However, just because Ubuntu--which happens to use the Linux kernel--becomes
popular with the general public does not mean other distros have to change at
all. Even now Ubuntu is not _that_ much better for "geeks" than OS X or
Windows--other distros and environments offer much more customization and
power. You can still use Arch, or Gentoo, or Slackware or with whatever
environment you like however you like. And since "Linux" is really a loose
confederation of Free Software, nothing can change that.

That said, there are some immediate benefits for _everyone_ if Linux gets
wider adoption. From a purely selfish standpoint, interacting with and
supporting my less-technical friends' and relatives' computers would be much
easier if they were on Linux. Also, large companies would be much less likely
to disregard Linux when releasing drivers and software. And on a less selfish
note, I really do think--and it matches my admittedly anecdotal experience--
that non-technical people are themselves better off on Ubuntu than on OS X or
Windows. If all you do is browse the internet and some casual
document/multimedia stuff, Linux is great (as soon as you sort the hardware
out, of course). There is also the philosophical justification of Free
Software I won't get into here.

So really, you present a false dichotomy: Linux for casual users and Linux for
power users are not mutually exclusive; if anything, you can't force Linux to
only fit one mould. And since we could benefit both power users _and_ casual
users by making Linux more accessible and wide-spread, we really should.

------
rb2k_
Also known as: This year will be the year of the linux desktop (
[http://en.wikipedia.org/wiki/Desktop_Linux#Year_of_Desktop_L...](http://en.wikipedia.org/wiki/Desktop_Linux#Year_of_Desktop_Linux)
)

------
vibrunazo
That's all subjective, of course. There are problems with bringing linux to
mainstream users. But other OS don't go always smoothly either.
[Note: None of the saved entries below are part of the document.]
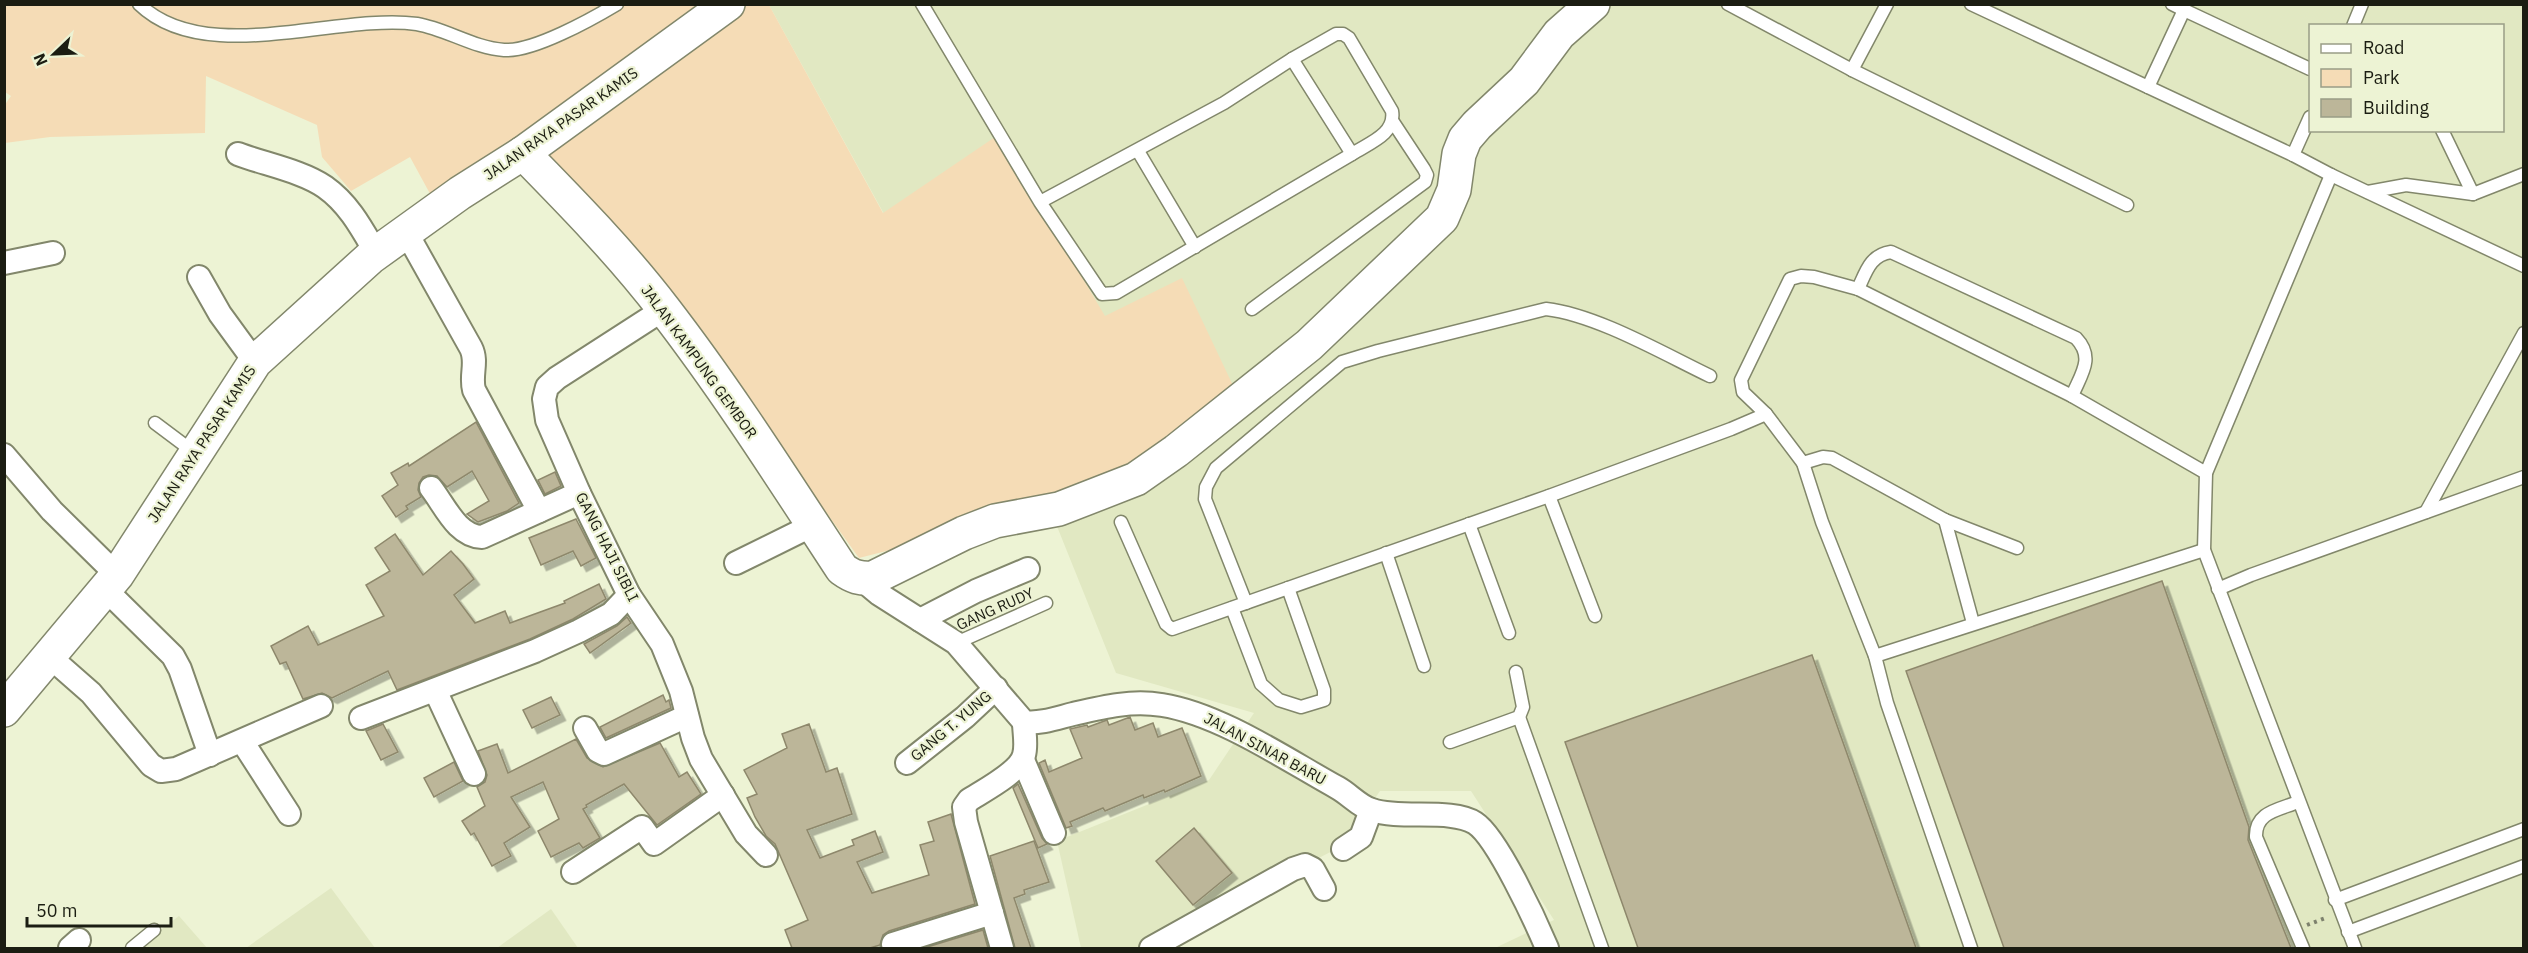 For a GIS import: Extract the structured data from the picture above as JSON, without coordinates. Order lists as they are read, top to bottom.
{
  "streets": {
    "street": [
      "JALAN RAYA PASAR KAMIS",
      "JALAN KAMPUNG GEMBOR",
      "GANG HAJI SIBLI",
      "GANG T. YUNG",
      "JALAN SINAR BARU"
    ],
    "lane": ["GANG RUDY"]
  },
  "crossings": [
    ["JALAN RAYA PASAR KAMIS", "JALAN KAMPUNG GEMBOR"],
    ["JALAN KAMPUNG GEMBOR", "GANG HAJI SIBLI"]
  ],
  "legend": ["Road", "Park", "Building"],
  "scale_bar": "50 m",
  "north": "bottom left"
} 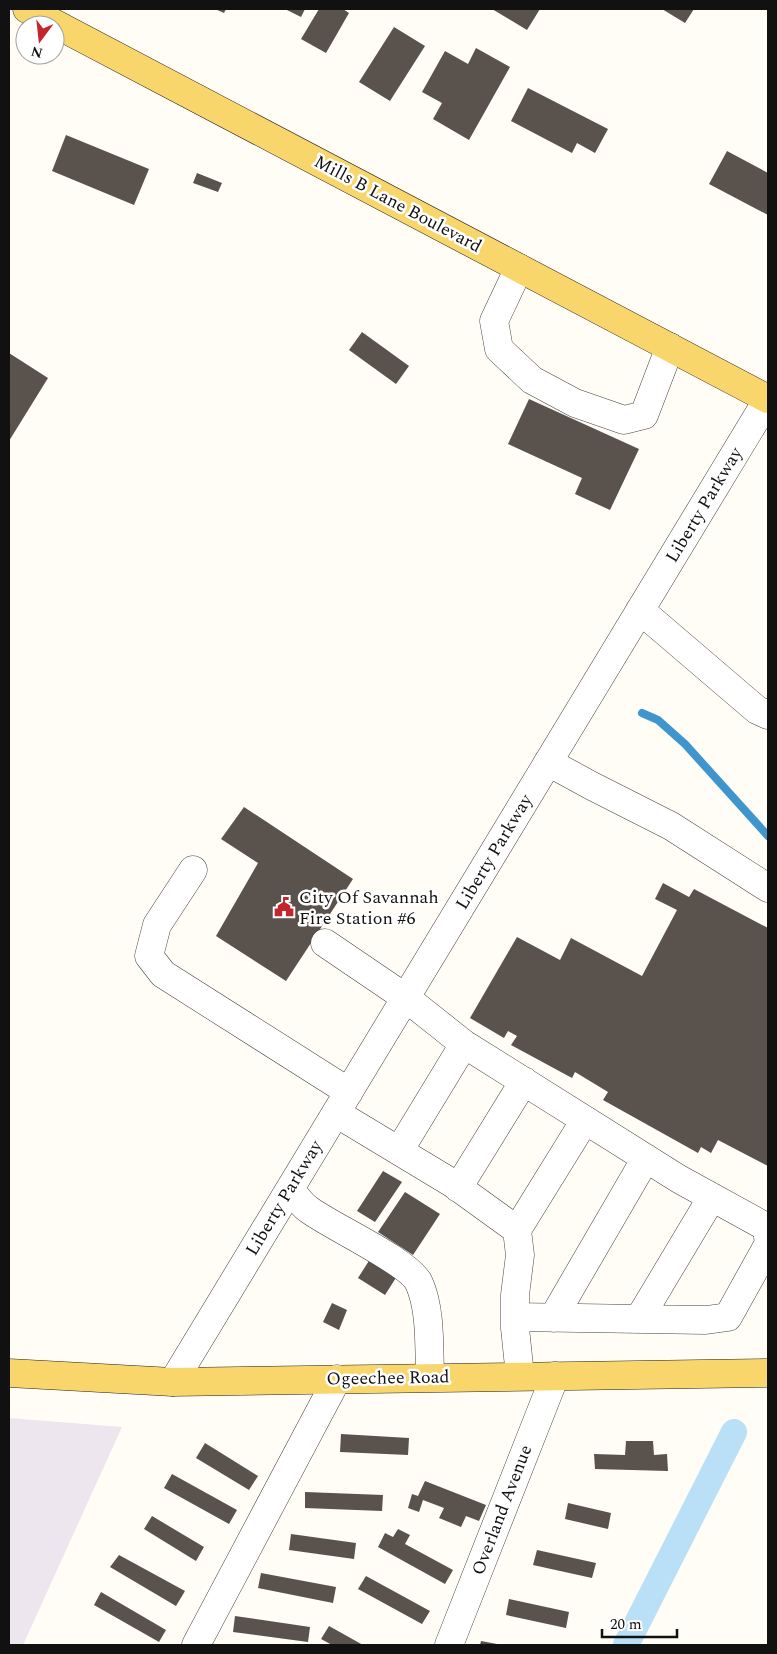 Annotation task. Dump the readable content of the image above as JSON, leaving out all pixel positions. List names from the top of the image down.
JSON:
{
  "streets": {
    "main road": ["Mills B Lane Boulevard", "Ogeechee Road"],
    "street": ["Liberty Parkway", "Overland Avenue"]
  },
  "crossings": [
    ["Mills B Lane Boulevard", "Liberty Parkway"],
    ["Liberty Parkway", "Ogeechee Road"],
    ["Ogeechee Road", "Overland Avenue"]
  ],
  "places": {
    "public building": ["City Of Savannah Fire Station #6"]
  },
  "scale_bar": "20 m",
  "north": "bottom"
} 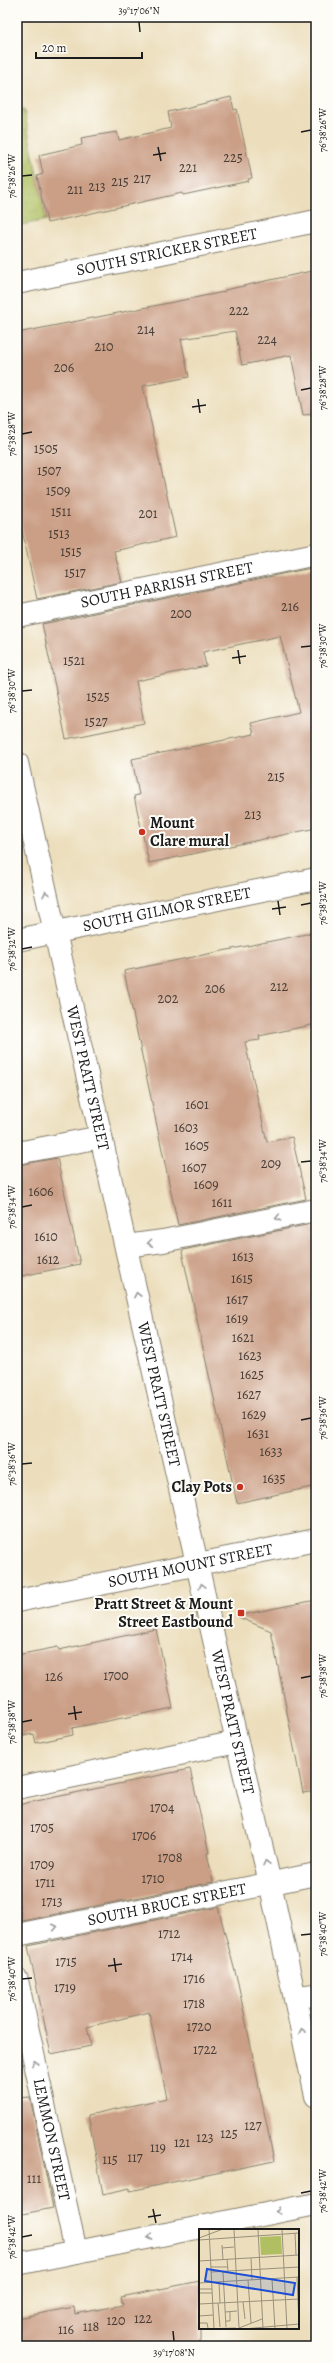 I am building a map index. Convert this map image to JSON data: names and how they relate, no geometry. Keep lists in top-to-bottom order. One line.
{"streets":{"main road":["SOUTH STRICKER STREET","SOUTH PARRISH STREET","SOUTH GILMOR STREET","WEST PRATT STREET","SOUTH MOUNT STREET","SOUTH BRUCE STREET","LEMMON STREET"]},"crossings":[["SOUTH GILMOR STREET","WEST PRATT STREET"],["WEST PRATT STREET","SOUTH MOUNT STREET"],["WEST PRATT STREET","SOUTH BRUCE STREET"]],"one_way":["WEST PRATT STREET","LEMMON STREET"],"places":{"other":["Mount Clare mural","Clay Pots"],"transit":["Pratt Street & Mount Street Eastbound"]},"house_numbers":["225","221","217","215","213","211","222","214","224","210","206","1505","1507","1509","1511","201","1513","1515","1517","216","200","1521","1525","1527","215","213","212","206","202","1601","1603","1605","209","1607","1609","1606","1611","1610","1613","1612","1615","1617","1619","1621","1623","1625","1627","1629","1631","1633","1635","1700","126","1704","1705","1706","1708","1709","1710","1711","1713","1712","1714","1715","1716","1719","1718","1720","1722","127","125","123","121","119","117","115","111","122","120","118","116"],"scale_bar":"20 m","coordinates":["39°17'06\"N","76°38'26\"W","76°38'28\"W","76°38'30\"W","76°38'32\"W","76°38'34\"W","76°38'36\"W","76°38'38\"W","76°38'40\"W","76°38'42\"W","39°17'08\"N"]} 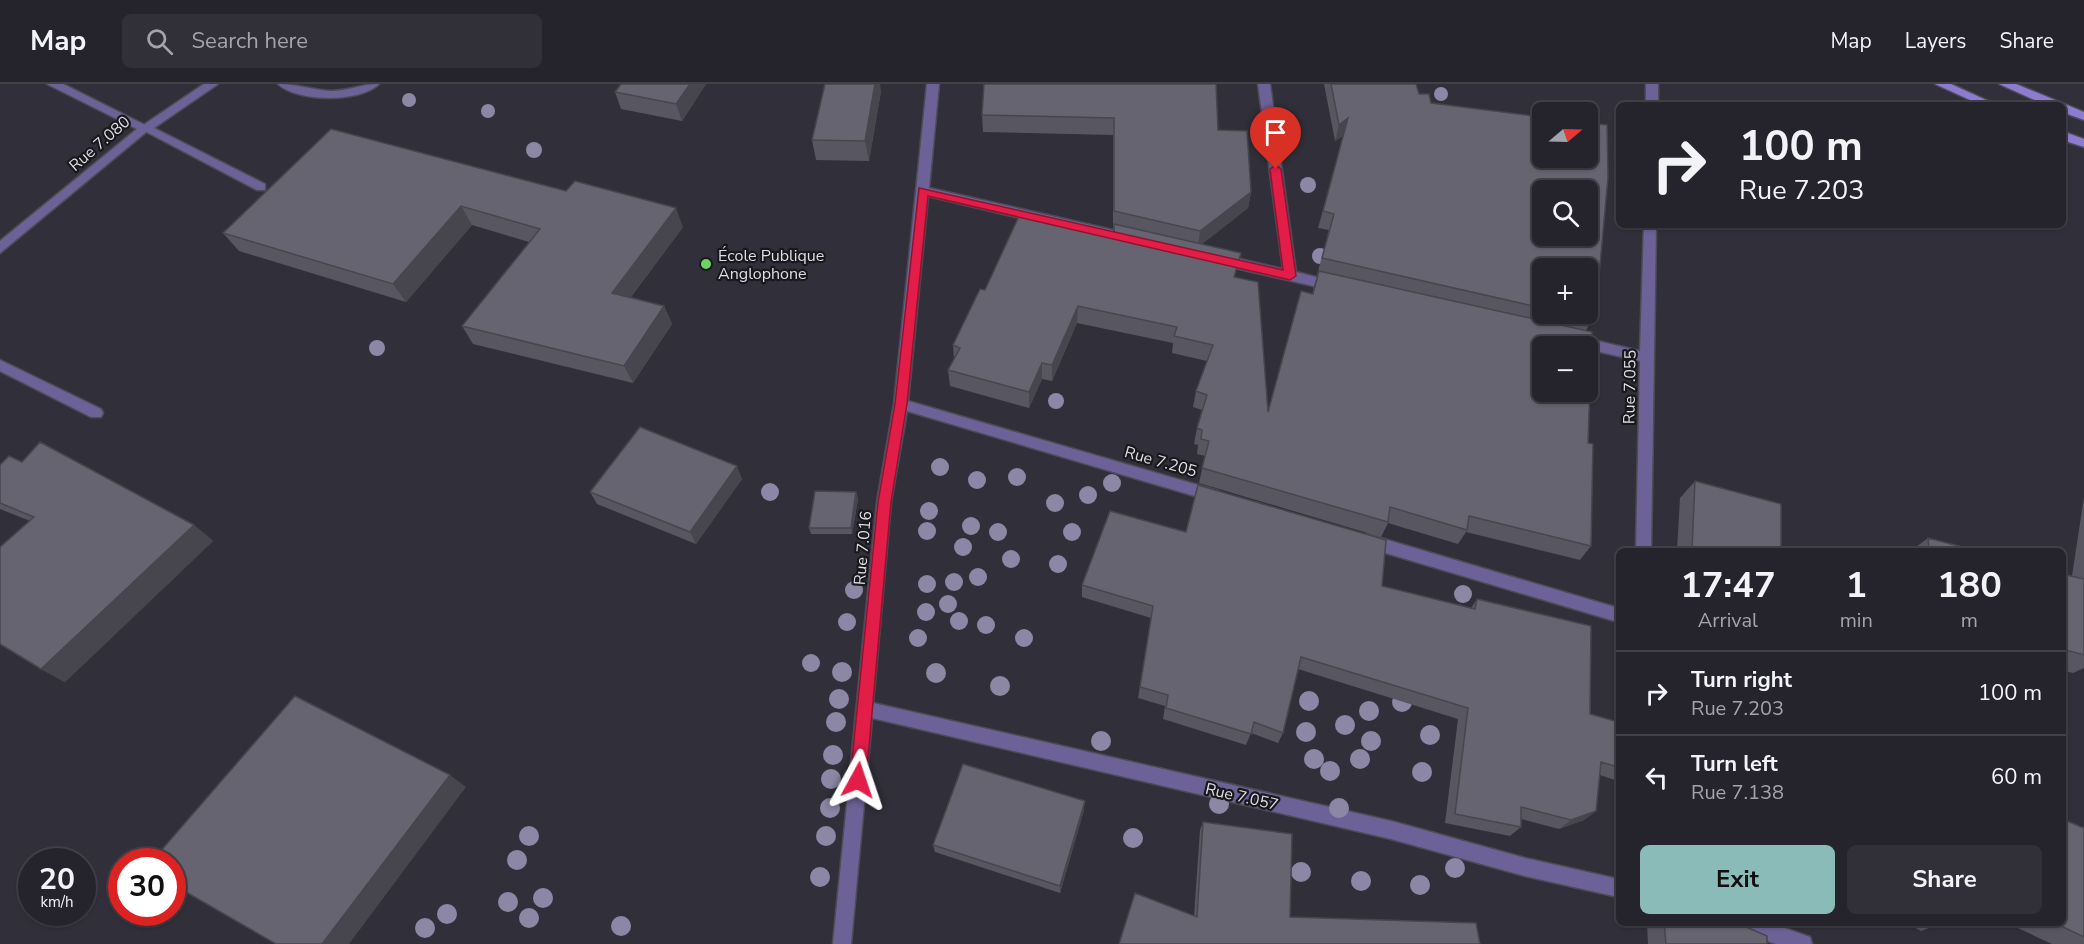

Since linux isn't widespread, all we've got is our anecdotes. And my anecdote
is that I installed ubuntu on my non-techie relatives' computers. And that has
been great both for me and for them. They still do the same thing they've been
doing before. (mostly facebooking, casual gaming, skyping etc) And I don't
need to run for rescue because of crapware bloat, viruses and all kinds of
weird crashes as before.

So if you have parents who often calls for help because of computer problems.
I'd recommend you try installing ubuntu for them and see it for yourself.
Judging from my experience, I'd say it's ready for prime time. (and btw, that
was much before 11.10)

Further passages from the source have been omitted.